[Saved entries]

^^^^^^^^

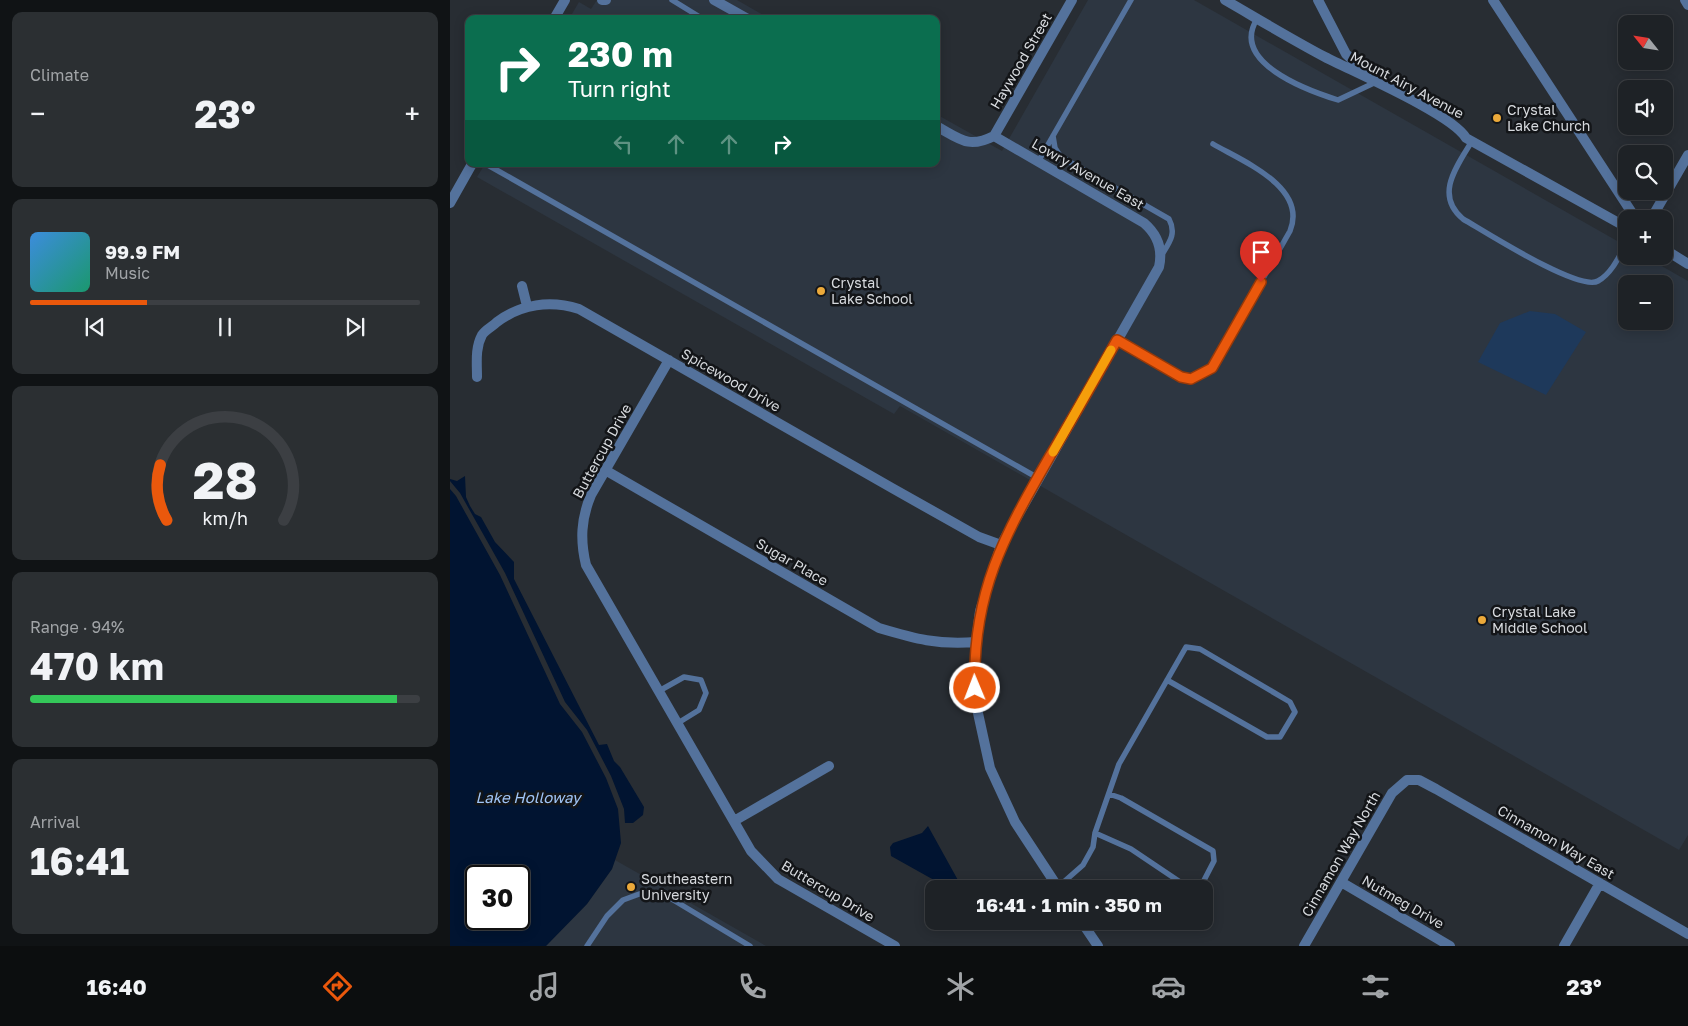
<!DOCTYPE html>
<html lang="en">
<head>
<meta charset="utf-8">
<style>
	body { margin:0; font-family:"Golos Text",sans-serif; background:#2b2f32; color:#f1f3f6; height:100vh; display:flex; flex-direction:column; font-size:19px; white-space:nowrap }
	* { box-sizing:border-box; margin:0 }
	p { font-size:16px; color:#a1a4a7 }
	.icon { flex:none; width:28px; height:28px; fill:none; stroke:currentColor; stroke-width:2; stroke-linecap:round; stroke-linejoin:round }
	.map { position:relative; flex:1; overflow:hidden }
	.sheet { display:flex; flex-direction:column; gap:12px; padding:12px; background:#101315; width:450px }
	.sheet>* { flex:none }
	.hud { position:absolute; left:15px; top:15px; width:475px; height:152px; border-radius:10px; box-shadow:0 2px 12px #0003,0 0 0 1px #3c3f43; background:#0b6e4f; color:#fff; overflow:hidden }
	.needle { width:32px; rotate:300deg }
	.tools { position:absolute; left:1168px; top:15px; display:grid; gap:10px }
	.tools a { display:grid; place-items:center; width:55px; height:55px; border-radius:10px; background:#1e2226; box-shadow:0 2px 12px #0003,0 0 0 1px #3c3f43; font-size:25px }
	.speed { position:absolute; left:15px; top:865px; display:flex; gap:10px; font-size:25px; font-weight:700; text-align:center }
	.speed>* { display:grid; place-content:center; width:65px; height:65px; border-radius:50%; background:#1e2226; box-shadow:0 2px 12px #0003,0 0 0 1px #3c3f43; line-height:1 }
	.speed .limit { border:2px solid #111; border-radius:8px; background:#fff; color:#111 }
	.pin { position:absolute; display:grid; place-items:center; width:42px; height:42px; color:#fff; margin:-51px -21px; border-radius:50% 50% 50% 0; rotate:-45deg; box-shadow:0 0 5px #0007 }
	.pin .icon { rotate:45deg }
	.me { position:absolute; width:55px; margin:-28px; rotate:359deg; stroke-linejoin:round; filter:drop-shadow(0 0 4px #0008) }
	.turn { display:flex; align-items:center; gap:18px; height:105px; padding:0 20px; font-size:22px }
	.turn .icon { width:65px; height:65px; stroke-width:2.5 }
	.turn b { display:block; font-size:35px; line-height:42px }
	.lanes { display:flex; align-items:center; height:48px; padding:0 20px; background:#0003; justify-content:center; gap:25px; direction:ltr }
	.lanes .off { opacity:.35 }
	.big { font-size:38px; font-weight:700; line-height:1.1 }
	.sheet .tile { flex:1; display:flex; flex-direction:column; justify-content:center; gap:8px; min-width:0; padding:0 18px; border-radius:10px; background:#2b2f32 }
	.sheet .dial { align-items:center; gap:0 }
	.dial svg { height:130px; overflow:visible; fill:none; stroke:#3c3f43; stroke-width:7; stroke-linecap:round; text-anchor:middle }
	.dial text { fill:#f1f3f6; stroke:none }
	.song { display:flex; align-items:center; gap:15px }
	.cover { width:60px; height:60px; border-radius:8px; background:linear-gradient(135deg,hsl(210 70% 55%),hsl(160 70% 35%)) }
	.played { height:5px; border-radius:2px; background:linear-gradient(90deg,#ea580c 30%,#3c3f43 30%) }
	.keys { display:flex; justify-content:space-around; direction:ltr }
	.heat { display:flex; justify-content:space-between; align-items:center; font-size:28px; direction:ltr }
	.charge { height:8px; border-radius:4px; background:linear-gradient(90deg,#34c759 94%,#3c3f43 0) }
	.trip { position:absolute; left:475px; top:880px; width:288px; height:50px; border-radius:10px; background:#1e2226; box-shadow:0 2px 12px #0003,0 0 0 1px #3c3f43; font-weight:700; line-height:50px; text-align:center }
	.tabs { display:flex; height:80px; justify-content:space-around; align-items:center; background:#0c0e0f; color:#a1a4a7 }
	.tabs .icon { width:35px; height:35px }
	.tabs .on { color:#ea580c }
	.tabs b { font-size:22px; color:#f1f3f6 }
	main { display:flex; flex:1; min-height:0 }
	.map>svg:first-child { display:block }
	.built { fill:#2d3641; fill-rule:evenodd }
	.green { fill:#1e395b }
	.water { fill:#011431; fill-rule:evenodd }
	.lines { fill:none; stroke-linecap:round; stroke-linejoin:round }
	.lane { stroke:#54729c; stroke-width:5.5 }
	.street { stroke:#54729c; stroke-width:10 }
	.route-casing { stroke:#983908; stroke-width:12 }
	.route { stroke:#ea580c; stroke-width:9 }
	.slow { stroke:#f59e0b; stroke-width:9 }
	.poi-dot { fill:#eba93a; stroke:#131518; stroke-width:2 }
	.labels { text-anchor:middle; stroke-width:5; stroke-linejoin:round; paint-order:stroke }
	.street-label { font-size:14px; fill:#d7dade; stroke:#131518 }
	.poi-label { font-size:14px; fill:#d7dade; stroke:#131518; text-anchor:start }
	.water-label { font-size:15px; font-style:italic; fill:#a0c5f7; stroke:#131518 }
</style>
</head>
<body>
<main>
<section class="sheet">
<div class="tile"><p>Climate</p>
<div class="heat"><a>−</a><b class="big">23°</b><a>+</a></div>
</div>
<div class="tile">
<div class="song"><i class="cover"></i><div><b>99.9 FM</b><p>Music</p></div></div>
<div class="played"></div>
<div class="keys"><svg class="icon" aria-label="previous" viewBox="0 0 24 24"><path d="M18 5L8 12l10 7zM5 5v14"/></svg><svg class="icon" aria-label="pause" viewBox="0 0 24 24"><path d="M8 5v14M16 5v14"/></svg><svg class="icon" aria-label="next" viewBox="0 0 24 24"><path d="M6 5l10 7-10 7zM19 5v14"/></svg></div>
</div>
<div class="tile dial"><svg viewBox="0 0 100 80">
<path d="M14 69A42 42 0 1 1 86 69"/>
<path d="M14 69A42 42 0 0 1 10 35" stroke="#ea580c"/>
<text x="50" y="56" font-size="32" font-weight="700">28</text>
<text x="50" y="72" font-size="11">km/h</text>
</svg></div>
<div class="tile"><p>Range · 94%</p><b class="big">470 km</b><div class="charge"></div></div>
<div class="tile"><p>Arrival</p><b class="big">16:41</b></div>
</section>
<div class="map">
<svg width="1238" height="946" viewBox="0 0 1238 946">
	<rect width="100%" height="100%" fill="#282d33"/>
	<path class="built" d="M147 0H287L320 19H119L129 2 141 9Z
		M638 0H744L1176 246V256H1194L1238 281V835L1229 850 450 406 444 414 27 177 35 164H486V114L552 151ZM1176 284H1214V321H1176Z
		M165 860 316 946H96L137 904 162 869Z"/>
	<path class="green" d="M1080 311 1105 314 1136 332 1096 395 1028 362 1050 323Z"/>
	<path class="water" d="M15 476 16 497 20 506 25 514 31 517 45 542 64 562V579L149 745 157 744 164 761 170 767 194 807 193 815 183 823H175L174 809 161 776 137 730 115 702 55 573 10 493 0 481V479L7 481Z
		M0 489 6 496 50 575 110 704 132 732 156 778 168 809 171 843 162 869 137 904 96 946H0ZM26 876H69V919H26Z
		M478 826 509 882 515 889H500L441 856 440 847 443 843 472 833Z"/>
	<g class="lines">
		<path class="lane" d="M222 0 253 19
			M807 19C780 62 856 90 888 100L926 82
			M603 136 605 148 611 157 719 219C727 234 719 243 711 256
			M1022 141C1007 166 984 195 1013 219 1034 231 1129 292 1148 281 1161 274 1169 257 1176 244
			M588 162 681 0
			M36 164 588 478
			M667 340 731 377 741 379 762 368 840 231C858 187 792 161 763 144
			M209 691 234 677 251 680 256 693 249 710 228 723
			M645 833 681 849 739 888H750L764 861 763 851 671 798 659 794
			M608 887 633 865 643 847 645 833 669 764 736 647 750 649 840 702 845 712 830 737H817L717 680
			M137 946 157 916 173 900 192 893 215 895 300 946"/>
		<path class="street" d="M152 0H156
			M264 0 298 19
			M775 0C808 19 841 39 875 57 904 72 1002 114 1016 138L1176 227
			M868 0 896 54 917 73
			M1043 0 1186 219
			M1235 0 1238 5
			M104 19 115 0
			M486 126C510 139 518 149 544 136
			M544 136 694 223C708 235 713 249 709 267L551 545 530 611 526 642V704L540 768 565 822 609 889
			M544 136 622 0
			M0 203 22 164
			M1201 219 1238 155
			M1214 249 1238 264
			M72 286 77 306
			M219 360 141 495C131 519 130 540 136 565L301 851 328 879 445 946
			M27 377C27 363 25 348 32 335 35 330 43 326 47 322 71 304 100 300 129 309L442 488 529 537 551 545
			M155 470 429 628C466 639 487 645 526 642
			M284 821 379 766
			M891 882 1000 946
			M631 921 648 946
			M854 946 942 793 957 780H969L986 789 1238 934
			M1114 946 1150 883"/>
	</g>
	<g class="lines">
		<g class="route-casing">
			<path id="route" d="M525 688C522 593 554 536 600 456 623 418 645 379 667 340L731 377 741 379 762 368 811 282"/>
		</g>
		<use href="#route" class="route"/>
		<path class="slow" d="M603 452 661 350"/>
	</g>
	<g class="poi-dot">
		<circle cx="1047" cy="118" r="5"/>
		<circle cx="371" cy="291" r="5"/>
		<circle cx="1032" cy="620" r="5"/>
		<circle cx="181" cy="887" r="5"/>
	</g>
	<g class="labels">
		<g class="street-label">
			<text transform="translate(571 61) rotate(-60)" y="5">Haywood Street</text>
			<text transform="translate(957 85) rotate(28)" y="5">Mount Airy Avenue</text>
			<text transform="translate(638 174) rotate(30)" y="5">Lowry Avenue East</text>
			<text transform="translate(281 380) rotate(30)" y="5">Spicewood Drive</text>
			<text transform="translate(152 451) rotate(-61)" y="5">Buttercup Drive</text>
			<text transform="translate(342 562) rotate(30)" y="5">Sugar Place</text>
			<text transform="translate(1106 842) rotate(30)" y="5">Cinnamon Way East</text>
			<text transform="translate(891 854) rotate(-60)" y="5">Cinnamon Way North</text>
			<text transform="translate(378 891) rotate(31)" y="5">Buttercup Drive</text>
			<text transform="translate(953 902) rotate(30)" y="5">Nutmeg Drive</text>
		</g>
		<g class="poi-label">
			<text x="1057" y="115">Crystal<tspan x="1057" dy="16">Lake Church</tspan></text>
			<text x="381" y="288">Crystal<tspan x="381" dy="16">Lake School</tspan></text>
			<text x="1042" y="617">Crystal Lake<tspan x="1042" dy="16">Middle School</tspan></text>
			<text x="191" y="884">Southeastern<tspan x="191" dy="16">University</tspan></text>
		</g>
		<g class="water-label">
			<text x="78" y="803">Lake Holloway</text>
		</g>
	</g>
</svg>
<div class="tools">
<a><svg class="needle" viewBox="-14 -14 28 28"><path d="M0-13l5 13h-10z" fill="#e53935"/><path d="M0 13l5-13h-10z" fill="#a1a4a7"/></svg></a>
<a><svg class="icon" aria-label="sound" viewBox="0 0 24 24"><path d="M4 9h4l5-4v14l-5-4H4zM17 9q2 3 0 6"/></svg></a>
<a><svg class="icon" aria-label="search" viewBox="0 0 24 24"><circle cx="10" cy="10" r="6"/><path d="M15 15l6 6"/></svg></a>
<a>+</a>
<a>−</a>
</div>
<div class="speed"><div class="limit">30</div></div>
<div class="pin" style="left:811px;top:282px;background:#d93025"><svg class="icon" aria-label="arrive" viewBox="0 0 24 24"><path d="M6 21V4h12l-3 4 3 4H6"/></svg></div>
<svg class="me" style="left:525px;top:688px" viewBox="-20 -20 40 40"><circle r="17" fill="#ea580c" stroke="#fff" stroke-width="3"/><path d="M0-11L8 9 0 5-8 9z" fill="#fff"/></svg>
<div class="trip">16:41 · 1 min · 350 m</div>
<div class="hud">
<div class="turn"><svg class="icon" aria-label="right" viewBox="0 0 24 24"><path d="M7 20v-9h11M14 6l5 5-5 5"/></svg><div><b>230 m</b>Turn right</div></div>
<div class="lanes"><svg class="icon off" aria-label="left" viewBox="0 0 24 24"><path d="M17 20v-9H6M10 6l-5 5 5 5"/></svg><svg class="icon off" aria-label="ahead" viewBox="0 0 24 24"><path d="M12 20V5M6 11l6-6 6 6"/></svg><svg class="icon off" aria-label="ahead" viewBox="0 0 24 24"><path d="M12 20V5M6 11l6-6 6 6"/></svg><svg class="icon" aria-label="right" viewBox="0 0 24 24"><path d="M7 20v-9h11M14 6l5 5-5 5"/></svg></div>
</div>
</div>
</main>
<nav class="tabs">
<b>16:40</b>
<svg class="icon on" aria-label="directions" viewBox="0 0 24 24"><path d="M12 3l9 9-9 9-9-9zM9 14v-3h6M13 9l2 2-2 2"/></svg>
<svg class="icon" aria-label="music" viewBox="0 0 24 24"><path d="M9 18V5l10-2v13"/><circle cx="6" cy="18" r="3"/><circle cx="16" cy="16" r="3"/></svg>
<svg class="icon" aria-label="phone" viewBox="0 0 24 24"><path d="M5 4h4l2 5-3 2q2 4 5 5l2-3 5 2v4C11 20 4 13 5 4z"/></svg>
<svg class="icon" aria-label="climate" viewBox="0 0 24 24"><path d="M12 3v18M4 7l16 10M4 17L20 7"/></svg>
<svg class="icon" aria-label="car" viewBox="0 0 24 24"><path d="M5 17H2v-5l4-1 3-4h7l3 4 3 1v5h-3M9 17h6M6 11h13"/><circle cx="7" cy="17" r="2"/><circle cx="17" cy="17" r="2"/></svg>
<svg class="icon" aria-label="filters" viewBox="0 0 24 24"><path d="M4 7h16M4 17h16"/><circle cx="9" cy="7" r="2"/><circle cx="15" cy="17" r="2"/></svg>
<b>23°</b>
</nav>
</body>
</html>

^^^^^^^^

=== Activity ===
Scan the lines above for the word "speed" and copy every one where it occurs.

=== Task solution ===
	.speed { position:absolute; left:15px; top:865px; display:flex; gap:10px; font-size:25px; font-weight:700; text-align:center }
	.speed>* { display:grid; place-content:center; width:65px; height:65px; border-radius:50%; background:#1e2226; box-shadow:0 2px 12px #0003,0 0 0 1px #3c3f43; line-height:1 }
	.speed .limit { border:2px solid #111; border-radius:8px; background:#fff; color:#111 }
<div class="speed"><div class="limit">30</div></div>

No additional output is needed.